** Opening Extracted records block **

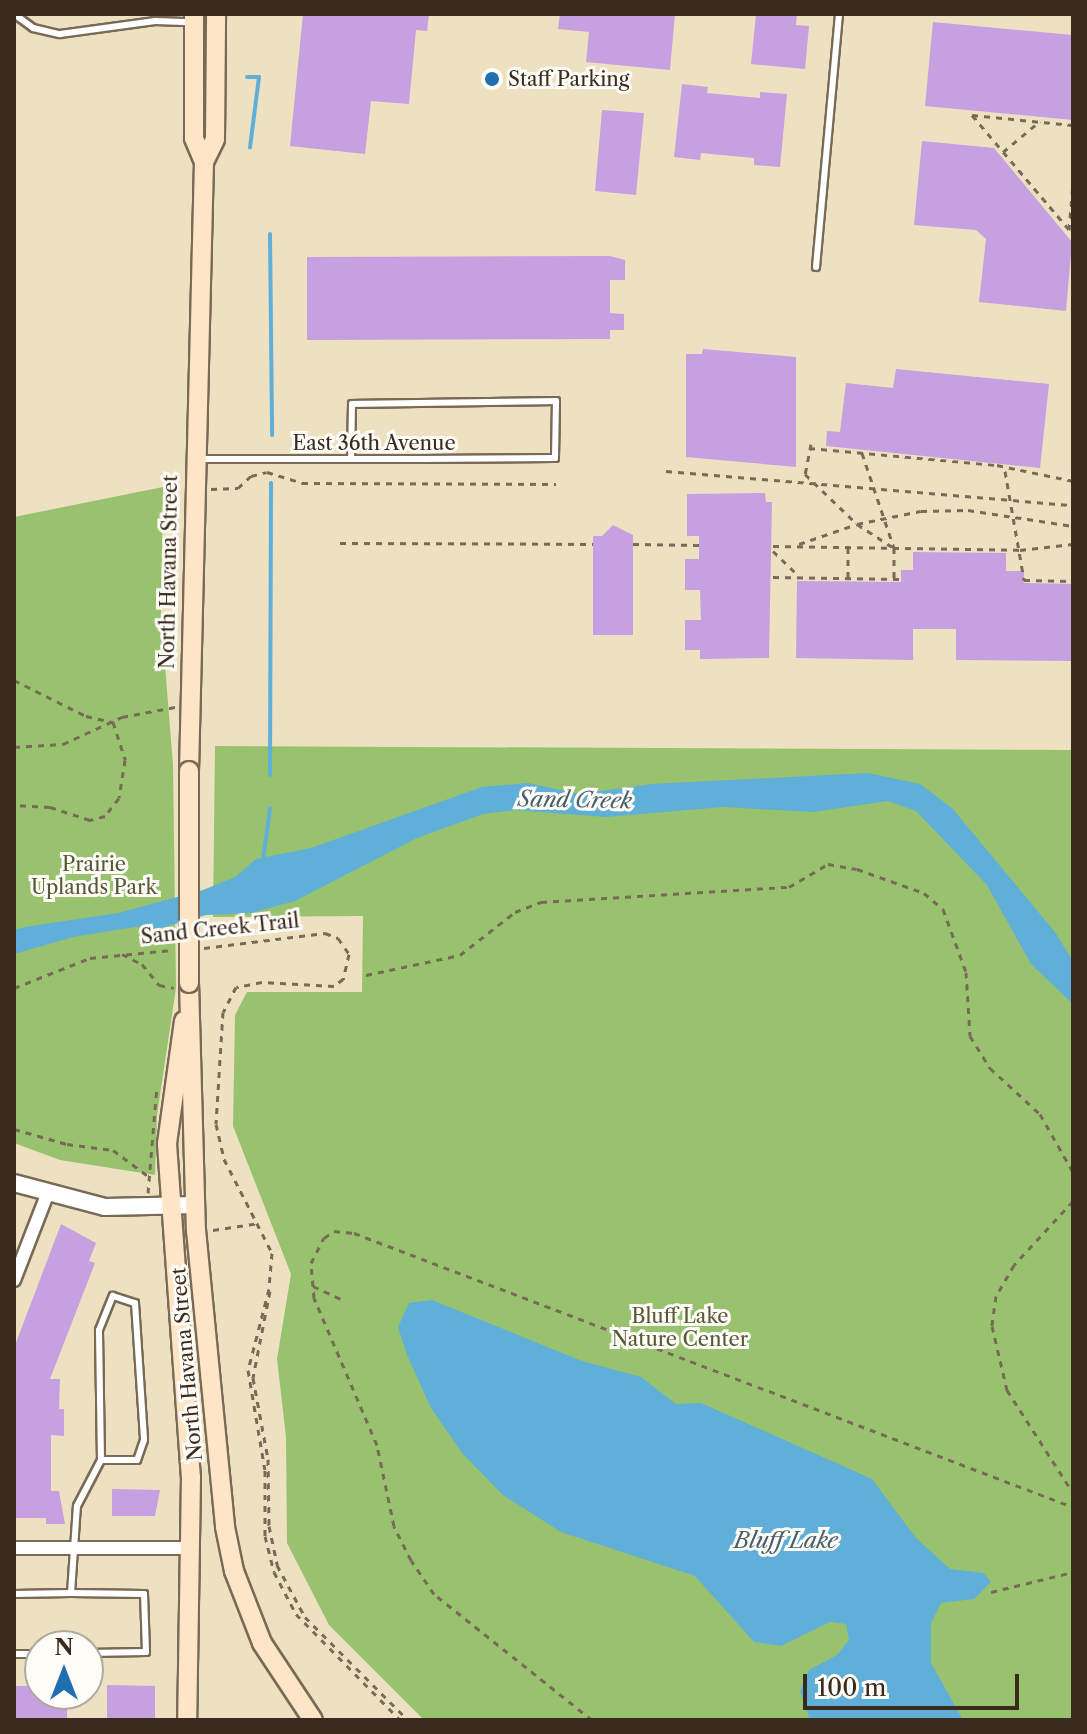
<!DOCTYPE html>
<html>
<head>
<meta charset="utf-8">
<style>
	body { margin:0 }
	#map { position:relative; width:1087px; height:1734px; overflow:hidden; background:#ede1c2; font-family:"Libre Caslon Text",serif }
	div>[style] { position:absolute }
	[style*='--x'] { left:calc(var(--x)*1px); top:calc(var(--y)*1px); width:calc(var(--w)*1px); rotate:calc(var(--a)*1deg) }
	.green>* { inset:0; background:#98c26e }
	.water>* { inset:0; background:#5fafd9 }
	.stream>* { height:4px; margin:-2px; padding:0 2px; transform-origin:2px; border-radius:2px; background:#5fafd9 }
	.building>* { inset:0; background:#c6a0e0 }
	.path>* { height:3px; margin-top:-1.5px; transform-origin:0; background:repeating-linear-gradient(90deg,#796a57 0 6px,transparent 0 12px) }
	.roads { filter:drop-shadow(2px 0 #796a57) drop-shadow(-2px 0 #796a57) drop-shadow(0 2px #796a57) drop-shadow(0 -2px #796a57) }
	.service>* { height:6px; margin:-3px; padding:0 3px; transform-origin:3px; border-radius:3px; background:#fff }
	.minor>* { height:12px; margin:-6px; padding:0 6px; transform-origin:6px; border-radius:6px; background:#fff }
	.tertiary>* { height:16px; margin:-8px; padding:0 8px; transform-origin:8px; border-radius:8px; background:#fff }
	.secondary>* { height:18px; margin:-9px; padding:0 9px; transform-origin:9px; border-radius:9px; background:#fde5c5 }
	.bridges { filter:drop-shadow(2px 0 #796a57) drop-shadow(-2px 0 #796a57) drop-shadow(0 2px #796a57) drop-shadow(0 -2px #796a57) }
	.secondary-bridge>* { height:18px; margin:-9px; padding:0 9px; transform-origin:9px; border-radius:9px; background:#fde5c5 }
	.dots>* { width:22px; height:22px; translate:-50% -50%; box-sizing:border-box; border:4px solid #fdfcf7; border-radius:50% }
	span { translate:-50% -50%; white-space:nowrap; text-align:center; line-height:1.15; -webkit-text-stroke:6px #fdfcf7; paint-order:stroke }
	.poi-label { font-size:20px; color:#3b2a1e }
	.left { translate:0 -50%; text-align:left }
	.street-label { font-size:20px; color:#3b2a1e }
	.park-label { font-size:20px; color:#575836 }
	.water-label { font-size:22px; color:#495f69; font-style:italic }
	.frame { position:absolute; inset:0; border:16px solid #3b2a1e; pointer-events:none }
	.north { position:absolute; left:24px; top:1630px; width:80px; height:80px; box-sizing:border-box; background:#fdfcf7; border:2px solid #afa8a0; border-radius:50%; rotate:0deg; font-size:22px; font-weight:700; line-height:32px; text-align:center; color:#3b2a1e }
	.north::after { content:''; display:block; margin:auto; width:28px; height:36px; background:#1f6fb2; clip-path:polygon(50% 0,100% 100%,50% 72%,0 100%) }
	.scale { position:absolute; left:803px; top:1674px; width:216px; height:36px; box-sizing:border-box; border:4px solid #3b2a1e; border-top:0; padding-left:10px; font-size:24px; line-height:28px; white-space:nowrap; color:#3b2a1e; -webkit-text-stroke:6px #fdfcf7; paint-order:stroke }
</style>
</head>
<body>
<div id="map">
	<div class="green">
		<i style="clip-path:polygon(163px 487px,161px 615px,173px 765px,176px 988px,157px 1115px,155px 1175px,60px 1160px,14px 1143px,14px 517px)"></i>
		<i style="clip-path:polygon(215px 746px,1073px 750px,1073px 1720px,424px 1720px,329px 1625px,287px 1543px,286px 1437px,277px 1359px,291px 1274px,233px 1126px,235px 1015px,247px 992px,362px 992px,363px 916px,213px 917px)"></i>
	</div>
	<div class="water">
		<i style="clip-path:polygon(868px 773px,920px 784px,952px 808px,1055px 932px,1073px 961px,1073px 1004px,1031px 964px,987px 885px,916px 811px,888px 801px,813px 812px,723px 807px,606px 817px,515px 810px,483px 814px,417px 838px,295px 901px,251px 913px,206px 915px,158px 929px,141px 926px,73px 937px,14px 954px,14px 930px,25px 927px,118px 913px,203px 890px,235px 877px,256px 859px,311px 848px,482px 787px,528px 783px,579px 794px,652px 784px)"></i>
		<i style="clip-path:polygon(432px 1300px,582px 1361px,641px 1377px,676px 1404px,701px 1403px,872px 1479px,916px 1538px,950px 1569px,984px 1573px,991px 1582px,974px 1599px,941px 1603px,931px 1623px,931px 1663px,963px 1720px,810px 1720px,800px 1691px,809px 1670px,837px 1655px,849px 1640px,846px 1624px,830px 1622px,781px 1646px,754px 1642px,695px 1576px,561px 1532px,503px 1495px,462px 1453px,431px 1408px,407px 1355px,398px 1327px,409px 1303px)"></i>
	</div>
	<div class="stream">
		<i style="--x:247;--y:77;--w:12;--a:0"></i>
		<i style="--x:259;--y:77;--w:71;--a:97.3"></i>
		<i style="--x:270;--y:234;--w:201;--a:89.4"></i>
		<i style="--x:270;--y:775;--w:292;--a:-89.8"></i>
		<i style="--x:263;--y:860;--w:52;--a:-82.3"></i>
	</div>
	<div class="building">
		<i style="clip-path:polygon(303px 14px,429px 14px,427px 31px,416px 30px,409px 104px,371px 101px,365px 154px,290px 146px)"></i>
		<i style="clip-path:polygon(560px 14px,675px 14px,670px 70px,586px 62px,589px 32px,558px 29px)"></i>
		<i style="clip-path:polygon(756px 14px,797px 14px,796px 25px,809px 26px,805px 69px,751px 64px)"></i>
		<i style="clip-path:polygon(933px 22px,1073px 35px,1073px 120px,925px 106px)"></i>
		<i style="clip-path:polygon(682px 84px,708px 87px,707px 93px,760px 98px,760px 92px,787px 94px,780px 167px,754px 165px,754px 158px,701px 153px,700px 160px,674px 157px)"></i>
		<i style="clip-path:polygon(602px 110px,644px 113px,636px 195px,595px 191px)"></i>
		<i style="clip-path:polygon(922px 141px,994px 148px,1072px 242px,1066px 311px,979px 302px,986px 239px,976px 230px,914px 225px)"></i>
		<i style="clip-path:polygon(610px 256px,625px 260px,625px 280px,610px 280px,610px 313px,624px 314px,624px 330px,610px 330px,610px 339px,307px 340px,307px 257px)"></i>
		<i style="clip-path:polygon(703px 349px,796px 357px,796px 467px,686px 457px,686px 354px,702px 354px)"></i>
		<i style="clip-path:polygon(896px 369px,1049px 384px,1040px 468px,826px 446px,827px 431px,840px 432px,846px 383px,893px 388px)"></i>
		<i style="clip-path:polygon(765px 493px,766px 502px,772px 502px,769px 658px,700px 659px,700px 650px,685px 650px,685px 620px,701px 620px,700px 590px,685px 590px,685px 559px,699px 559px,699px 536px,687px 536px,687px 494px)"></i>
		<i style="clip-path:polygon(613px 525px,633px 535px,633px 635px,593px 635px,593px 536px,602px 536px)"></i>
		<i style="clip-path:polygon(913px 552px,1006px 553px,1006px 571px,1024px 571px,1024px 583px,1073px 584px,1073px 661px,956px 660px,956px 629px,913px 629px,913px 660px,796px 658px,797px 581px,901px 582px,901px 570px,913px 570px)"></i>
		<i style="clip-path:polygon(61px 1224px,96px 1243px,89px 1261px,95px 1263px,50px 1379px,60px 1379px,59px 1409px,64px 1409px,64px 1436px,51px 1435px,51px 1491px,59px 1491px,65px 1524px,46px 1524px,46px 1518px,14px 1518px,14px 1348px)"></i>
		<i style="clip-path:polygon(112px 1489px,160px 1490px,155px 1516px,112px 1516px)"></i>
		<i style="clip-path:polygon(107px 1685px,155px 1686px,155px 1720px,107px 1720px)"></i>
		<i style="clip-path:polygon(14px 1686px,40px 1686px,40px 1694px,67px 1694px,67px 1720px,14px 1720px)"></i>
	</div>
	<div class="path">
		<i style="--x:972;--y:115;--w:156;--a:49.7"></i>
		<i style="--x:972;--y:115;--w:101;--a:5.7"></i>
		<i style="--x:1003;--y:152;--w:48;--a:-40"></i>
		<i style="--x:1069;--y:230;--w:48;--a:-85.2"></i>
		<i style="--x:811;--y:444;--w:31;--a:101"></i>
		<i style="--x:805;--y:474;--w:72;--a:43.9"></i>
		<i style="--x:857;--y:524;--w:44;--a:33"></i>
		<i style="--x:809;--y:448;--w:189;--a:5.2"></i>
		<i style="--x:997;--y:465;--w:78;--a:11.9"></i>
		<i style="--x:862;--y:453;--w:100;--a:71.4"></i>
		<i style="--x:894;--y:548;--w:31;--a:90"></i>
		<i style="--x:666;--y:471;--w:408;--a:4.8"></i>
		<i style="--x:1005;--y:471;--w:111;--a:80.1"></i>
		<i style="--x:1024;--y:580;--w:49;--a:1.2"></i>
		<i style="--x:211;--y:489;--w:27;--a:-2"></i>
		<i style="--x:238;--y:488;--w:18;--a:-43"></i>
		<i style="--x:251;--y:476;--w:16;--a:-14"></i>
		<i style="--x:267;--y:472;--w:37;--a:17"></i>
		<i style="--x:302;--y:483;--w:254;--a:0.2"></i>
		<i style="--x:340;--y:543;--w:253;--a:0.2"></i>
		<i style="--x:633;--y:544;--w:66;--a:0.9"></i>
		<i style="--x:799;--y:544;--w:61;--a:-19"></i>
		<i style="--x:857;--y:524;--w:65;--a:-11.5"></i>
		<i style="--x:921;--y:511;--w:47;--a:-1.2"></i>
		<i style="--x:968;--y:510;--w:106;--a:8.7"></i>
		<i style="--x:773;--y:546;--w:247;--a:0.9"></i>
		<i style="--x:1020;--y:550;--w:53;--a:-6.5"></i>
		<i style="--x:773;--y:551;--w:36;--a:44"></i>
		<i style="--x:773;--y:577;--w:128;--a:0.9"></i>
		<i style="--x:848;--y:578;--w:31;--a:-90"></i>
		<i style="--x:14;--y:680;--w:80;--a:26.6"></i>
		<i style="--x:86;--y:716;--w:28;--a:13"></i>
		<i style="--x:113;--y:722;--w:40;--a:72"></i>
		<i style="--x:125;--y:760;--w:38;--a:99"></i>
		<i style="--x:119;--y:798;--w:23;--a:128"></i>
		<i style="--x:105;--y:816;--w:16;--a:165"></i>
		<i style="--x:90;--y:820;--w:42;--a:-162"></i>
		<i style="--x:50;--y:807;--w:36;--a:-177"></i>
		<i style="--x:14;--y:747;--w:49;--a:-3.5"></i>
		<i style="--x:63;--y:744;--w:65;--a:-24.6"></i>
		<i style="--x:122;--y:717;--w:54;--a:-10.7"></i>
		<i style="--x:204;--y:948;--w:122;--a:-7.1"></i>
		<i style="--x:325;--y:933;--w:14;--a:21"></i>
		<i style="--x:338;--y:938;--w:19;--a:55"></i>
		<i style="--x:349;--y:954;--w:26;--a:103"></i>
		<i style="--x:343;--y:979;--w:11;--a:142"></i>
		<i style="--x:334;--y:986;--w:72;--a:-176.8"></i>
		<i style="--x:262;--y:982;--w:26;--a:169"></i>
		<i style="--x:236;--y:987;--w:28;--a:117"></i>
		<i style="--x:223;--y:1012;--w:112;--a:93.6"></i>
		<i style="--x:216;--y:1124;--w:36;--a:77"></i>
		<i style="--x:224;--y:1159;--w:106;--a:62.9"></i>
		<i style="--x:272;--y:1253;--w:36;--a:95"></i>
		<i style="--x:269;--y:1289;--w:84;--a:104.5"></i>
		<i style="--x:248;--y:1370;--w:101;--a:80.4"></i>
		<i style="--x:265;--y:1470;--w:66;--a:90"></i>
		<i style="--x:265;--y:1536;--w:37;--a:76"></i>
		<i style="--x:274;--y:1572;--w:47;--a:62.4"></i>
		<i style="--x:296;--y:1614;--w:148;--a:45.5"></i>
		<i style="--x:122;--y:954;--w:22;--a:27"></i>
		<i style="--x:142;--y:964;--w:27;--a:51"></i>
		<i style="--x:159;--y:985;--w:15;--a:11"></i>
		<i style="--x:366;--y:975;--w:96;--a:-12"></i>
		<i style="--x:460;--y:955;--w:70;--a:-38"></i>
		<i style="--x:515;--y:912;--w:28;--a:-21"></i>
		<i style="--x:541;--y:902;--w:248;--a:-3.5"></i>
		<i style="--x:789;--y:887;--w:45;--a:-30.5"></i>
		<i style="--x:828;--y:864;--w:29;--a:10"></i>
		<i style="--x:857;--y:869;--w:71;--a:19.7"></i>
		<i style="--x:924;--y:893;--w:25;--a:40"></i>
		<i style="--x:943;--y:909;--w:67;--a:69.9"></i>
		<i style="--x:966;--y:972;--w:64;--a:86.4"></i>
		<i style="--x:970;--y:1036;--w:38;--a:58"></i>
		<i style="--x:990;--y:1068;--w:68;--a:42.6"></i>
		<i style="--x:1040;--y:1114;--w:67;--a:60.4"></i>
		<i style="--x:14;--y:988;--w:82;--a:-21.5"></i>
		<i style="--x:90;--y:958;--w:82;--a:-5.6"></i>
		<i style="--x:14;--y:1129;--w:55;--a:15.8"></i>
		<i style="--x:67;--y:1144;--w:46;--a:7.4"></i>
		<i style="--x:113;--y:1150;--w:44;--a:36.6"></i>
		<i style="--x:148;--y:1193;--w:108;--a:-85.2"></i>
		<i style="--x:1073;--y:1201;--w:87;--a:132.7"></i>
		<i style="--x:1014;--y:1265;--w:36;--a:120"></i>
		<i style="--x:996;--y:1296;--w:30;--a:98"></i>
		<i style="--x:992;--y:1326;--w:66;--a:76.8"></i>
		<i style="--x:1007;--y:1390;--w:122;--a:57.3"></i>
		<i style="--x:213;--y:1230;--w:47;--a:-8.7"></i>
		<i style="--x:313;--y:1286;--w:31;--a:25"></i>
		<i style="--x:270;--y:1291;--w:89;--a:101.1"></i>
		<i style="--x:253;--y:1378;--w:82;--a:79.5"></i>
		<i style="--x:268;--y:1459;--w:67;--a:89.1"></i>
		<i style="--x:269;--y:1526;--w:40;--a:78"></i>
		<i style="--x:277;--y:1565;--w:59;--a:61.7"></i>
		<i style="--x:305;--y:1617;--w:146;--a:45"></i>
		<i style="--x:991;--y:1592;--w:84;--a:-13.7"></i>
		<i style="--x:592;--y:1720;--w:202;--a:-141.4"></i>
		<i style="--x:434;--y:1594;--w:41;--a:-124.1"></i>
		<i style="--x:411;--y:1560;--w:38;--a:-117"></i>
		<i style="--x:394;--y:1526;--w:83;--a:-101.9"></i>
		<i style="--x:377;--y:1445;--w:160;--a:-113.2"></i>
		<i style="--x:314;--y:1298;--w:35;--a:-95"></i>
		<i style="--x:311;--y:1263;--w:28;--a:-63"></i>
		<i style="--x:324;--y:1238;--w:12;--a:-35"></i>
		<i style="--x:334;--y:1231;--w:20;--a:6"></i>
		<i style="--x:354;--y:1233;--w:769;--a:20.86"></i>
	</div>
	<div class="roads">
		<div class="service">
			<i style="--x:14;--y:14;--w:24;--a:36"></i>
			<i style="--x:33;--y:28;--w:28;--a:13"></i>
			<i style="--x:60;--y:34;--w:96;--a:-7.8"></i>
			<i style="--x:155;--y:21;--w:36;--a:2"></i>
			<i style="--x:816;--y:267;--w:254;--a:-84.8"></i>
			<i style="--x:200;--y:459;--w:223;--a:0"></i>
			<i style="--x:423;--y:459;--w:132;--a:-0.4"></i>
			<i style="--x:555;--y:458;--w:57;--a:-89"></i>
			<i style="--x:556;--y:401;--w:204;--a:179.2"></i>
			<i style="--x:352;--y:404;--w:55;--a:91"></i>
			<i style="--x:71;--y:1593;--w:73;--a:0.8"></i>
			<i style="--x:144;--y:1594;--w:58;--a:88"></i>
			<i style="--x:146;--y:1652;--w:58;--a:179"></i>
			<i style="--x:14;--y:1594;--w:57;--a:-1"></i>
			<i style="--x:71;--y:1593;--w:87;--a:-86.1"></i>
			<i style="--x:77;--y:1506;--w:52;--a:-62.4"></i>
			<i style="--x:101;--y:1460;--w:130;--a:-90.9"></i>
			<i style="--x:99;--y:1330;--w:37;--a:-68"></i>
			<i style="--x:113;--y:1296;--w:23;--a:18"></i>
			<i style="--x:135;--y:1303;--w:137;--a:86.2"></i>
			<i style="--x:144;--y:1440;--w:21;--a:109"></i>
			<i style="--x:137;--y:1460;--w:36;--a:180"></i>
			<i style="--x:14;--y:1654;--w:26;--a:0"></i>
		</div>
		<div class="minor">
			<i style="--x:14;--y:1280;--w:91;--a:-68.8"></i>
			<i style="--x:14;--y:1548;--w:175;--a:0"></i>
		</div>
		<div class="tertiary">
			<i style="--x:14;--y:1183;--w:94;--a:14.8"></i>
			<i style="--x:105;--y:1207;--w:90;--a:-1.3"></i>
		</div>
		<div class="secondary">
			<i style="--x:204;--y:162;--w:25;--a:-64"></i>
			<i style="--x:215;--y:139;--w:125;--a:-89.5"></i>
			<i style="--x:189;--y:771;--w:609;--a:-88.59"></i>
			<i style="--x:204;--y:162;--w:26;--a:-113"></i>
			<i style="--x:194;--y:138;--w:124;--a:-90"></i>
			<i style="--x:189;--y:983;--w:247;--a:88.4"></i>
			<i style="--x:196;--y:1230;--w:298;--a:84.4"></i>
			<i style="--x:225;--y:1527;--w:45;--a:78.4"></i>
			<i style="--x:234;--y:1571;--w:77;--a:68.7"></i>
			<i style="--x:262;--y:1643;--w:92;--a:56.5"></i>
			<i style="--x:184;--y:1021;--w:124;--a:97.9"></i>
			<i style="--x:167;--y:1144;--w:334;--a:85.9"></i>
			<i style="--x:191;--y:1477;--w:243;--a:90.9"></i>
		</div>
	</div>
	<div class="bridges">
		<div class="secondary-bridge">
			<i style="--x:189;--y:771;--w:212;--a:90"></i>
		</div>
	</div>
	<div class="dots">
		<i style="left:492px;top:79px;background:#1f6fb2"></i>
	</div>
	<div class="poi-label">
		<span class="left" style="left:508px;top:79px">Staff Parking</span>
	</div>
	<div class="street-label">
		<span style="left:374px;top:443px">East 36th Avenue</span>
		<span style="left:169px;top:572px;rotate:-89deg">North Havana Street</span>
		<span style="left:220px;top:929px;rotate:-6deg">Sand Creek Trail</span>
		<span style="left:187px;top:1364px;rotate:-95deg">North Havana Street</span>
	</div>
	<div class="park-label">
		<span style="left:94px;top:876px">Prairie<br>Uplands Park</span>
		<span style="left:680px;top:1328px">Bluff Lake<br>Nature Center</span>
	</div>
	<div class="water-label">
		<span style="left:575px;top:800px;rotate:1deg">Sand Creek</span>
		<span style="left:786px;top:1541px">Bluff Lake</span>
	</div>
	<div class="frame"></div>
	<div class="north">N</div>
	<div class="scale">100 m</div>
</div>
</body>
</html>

** Closing Extracted records block **

▶ _Exercise prompt_:
Retype nothing except the lines from the first line of the listing above through the line with "height:4px; margin:-2px; padding:0", exactly as they stand, and no pictures.

▶ _Solved problem_:
<!DOCTYPE html>
<html>
<head>
<meta charset="utf-8">
<style>
	body { margin:0 }
	#map { position:relative; width:1087px; height:1734px; overflow:hidden; background:#ede1c2; font-family:"Libre Caslon Text",serif }
	div>[style] { position:absolute }
	[style*='--x'] { left:calc(var(--x)*1px); top:calc(var(--y)*1px); width:calc(var(--w)*1px); rotate:calc(var(--a)*1deg) }
	.green>* { inset:0; background:#98c26e }
	.water>* { inset:0; background:#5fafd9 }
	.stream>* { height:4px; margin:-2px; padding:0 2px; transform-origin:2px; border-radius:2px; background:#5fafd9 }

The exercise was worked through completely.